─── INPUT RECORDS
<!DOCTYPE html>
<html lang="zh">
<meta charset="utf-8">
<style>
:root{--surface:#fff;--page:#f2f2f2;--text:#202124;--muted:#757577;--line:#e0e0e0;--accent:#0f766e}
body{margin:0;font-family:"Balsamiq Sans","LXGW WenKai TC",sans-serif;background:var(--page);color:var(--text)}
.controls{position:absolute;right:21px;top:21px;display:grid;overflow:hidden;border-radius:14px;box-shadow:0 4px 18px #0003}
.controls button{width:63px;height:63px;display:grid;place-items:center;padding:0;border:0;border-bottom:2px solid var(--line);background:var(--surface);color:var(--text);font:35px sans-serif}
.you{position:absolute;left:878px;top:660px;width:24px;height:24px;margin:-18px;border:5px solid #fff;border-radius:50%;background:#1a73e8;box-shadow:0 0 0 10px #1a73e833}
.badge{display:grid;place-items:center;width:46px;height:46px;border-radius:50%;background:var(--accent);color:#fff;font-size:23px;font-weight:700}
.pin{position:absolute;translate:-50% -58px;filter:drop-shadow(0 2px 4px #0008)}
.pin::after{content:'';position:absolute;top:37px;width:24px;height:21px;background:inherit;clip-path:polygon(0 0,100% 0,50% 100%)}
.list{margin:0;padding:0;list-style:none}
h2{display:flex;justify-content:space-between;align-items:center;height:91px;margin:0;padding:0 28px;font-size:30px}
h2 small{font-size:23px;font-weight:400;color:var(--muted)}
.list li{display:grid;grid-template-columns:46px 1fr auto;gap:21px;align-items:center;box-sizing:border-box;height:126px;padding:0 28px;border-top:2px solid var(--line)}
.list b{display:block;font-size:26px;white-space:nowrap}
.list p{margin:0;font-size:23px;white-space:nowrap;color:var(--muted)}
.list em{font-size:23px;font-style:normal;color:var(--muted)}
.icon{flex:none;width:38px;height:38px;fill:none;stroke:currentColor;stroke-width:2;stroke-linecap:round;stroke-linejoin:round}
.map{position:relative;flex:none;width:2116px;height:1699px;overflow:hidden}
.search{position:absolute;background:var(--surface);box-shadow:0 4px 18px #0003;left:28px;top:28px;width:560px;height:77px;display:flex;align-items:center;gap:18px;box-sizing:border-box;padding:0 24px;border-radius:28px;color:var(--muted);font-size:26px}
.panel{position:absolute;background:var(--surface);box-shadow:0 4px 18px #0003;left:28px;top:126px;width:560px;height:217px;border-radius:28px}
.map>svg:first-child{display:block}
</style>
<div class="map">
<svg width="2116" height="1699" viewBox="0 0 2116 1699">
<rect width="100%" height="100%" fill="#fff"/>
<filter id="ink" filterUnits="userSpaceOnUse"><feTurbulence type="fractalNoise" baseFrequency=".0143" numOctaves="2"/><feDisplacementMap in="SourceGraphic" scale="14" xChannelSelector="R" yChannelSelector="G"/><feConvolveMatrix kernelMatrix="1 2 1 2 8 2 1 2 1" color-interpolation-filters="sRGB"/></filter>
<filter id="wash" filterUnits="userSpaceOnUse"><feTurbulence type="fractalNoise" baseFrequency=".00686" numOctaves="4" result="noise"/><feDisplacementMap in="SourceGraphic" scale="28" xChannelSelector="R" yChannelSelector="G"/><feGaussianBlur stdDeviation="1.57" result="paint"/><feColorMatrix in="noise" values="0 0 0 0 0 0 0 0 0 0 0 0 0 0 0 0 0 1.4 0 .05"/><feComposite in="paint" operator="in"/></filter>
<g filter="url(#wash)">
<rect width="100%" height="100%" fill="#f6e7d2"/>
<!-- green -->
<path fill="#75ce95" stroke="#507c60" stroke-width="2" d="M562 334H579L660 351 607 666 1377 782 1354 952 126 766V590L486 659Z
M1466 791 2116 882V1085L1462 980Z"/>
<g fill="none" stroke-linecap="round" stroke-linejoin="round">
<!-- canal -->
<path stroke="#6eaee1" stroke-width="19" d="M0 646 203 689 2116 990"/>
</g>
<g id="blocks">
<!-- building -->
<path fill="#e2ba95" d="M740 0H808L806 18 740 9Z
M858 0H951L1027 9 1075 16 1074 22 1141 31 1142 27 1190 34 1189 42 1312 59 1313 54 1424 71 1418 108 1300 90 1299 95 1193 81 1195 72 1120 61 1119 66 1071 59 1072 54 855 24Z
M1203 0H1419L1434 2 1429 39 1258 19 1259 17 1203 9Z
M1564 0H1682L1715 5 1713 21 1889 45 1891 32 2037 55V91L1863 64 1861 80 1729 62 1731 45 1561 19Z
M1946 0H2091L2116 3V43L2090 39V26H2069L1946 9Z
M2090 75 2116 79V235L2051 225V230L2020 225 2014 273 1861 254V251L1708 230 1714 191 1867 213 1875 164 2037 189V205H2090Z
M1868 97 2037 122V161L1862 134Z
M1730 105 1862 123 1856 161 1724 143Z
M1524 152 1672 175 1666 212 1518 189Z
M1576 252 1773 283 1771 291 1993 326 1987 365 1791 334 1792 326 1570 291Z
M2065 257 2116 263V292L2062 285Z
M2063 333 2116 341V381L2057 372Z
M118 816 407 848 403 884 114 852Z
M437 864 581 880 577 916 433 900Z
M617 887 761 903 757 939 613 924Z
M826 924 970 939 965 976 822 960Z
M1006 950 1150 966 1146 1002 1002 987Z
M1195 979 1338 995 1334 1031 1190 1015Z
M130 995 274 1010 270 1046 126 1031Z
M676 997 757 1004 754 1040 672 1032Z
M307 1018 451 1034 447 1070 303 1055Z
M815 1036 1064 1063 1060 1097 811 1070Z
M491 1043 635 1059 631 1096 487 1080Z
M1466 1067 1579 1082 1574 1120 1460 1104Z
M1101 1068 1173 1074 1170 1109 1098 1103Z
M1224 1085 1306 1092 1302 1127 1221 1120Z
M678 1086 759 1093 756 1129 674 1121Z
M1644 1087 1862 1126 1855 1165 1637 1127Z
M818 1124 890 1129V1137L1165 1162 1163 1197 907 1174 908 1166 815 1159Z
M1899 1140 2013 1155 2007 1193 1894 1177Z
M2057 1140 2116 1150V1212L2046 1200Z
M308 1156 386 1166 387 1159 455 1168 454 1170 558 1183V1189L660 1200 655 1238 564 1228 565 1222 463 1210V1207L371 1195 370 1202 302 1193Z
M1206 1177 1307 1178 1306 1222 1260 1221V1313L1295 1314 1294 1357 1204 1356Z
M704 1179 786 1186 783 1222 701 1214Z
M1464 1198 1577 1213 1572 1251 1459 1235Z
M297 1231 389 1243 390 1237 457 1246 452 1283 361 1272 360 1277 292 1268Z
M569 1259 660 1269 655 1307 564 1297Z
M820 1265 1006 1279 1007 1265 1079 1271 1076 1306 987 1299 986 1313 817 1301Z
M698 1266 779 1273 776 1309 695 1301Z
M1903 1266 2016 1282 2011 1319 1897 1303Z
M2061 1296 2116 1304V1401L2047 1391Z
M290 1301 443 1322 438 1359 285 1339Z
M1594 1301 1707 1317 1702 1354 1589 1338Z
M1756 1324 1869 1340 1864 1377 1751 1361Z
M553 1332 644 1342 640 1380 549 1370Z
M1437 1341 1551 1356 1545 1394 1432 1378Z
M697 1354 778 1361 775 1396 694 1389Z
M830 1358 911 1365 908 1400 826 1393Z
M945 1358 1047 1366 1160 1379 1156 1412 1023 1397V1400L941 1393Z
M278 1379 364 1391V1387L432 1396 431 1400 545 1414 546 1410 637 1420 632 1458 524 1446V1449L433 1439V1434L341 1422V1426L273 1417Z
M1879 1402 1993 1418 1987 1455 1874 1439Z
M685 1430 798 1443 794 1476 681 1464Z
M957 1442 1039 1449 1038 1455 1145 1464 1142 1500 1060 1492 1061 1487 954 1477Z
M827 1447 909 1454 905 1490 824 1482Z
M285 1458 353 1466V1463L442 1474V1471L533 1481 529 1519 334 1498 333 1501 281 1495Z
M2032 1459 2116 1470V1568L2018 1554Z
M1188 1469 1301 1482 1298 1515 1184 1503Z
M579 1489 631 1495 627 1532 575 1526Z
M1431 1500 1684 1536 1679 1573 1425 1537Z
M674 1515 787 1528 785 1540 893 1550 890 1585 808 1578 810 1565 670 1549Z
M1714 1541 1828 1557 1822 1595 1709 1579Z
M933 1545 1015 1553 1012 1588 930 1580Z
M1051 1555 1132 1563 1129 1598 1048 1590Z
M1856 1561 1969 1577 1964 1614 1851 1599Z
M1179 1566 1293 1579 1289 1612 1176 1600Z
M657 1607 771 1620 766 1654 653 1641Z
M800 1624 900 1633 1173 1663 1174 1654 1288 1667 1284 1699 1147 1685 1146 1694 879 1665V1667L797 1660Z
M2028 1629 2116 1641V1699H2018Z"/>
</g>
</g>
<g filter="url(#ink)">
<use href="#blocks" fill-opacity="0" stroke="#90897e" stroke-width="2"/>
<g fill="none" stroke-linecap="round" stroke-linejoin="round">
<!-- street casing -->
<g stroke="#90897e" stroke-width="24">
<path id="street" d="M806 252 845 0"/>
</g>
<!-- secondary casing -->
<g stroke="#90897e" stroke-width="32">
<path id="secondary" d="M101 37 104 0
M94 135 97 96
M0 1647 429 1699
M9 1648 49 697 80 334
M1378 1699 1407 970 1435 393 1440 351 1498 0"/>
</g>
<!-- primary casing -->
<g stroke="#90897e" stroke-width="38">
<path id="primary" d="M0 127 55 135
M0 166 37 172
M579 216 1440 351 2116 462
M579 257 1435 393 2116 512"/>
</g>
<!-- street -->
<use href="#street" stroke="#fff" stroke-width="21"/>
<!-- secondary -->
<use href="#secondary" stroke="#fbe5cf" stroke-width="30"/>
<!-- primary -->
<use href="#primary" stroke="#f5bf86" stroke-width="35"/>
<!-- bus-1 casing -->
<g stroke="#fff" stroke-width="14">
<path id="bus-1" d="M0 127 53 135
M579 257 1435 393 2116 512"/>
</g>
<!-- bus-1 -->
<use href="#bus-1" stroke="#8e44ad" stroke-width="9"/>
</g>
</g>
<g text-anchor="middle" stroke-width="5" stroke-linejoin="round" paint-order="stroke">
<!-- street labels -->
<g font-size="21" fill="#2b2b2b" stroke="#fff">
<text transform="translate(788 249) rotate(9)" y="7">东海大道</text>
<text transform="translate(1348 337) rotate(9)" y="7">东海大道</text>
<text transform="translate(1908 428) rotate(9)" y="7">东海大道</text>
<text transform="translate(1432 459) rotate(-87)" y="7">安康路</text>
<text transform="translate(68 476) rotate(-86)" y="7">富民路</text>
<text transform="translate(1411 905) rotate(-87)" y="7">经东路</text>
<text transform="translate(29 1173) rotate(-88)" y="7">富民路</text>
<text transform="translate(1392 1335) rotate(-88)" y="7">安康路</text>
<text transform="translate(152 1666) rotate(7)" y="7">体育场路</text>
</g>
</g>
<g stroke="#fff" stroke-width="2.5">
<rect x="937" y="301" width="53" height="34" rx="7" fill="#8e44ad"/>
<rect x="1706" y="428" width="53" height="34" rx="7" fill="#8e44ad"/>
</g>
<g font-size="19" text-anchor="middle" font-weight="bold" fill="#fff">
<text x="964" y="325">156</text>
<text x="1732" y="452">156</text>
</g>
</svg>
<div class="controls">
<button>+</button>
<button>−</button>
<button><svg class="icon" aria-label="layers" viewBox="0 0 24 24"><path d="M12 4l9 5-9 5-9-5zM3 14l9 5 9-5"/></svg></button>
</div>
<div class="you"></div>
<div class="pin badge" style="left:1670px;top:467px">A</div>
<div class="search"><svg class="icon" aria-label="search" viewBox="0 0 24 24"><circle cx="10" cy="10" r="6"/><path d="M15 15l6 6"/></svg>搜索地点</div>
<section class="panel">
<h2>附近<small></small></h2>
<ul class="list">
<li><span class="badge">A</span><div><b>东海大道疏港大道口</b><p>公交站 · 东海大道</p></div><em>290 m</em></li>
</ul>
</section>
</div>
──────
> [WHAT TO WORK ON] Output exactly the lines of the records from the first through the one bearing "-58px;filter:drop-shadow(0 2px 4px", both ends included.

> [RESPONSE AREA]
<!DOCTYPE html>
<html lang="zh">
<meta charset="utf-8">
<style>
:root{--surface:#fff;--page:#f2f2f2;--text:#202124;--muted:#757577;--line:#e0e0e0;--accent:#0f766e}
body{margin:0;font-family:"Balsamiq Sans","LXGW WenKai TC",sans-serif;background:var(--page);color:var(--text)}
.controls{position:absolute;right:21px;top:21px;display:grid;overflow:hidden;border-radius:14px;box-shadow:0 4px 18px #0003}
.controls button{width:63px;height:63px;display:grid;place-items:center;padding:0;border:0;border-bottom:2px solid var(--line);background:var(--surface);color:var(--text);font:35px sans-serif}
.you{position:absolute;left:878px;top:660px;width:24px;height:24px;margin:-18px;border:5px solid #fff;border-radius:50%;background:#1a73e8;box-shadow:0 0 0 10px #1a73e833}
.badge{display:grid;place-items:center;width:46px;height:46px;border-radius:50%;background:var(--accent);color:#fff;font-size:23px;font-weight:700}
.pin{position:absolute;translate:-50% -58px;filter:drop-shadow(0 2px 4px #0008)}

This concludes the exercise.